> [EXERCISE DETAILS]: An identical copy of every entry below is the required output.

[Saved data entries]
========================================================================

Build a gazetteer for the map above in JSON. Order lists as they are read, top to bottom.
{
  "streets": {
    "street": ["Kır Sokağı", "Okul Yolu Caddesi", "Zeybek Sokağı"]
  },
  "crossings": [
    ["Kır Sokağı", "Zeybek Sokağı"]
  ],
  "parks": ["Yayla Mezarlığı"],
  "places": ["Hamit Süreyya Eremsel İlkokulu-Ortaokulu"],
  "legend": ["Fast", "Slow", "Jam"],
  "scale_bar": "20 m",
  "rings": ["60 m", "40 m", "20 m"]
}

========================================================================

> [RESULT OF THE EXERCISE]:
Build a gazetteer for the map above in JSON. Order lists as they are read, top to bottom.
{
  "streets": {
    "street": ["Kır Sokağı", "Okul Yolu Caddesi", "Zeybek Sokağı"]
  },
  "crossings": [
    ["Kır Sokağı", "Zeybek Sokağı"]
  ],
  "parks": ["Yayla Mezarlığı"],
  "places": ["Hamit Süreyya Eremsel İlkokulu-Ortaokulu"],
  "legend": ["Fast", "Slow", "Jam"],
  "scale_bar": "20 m",
  "rings": ["60 m", "40 m", "20 m"]
}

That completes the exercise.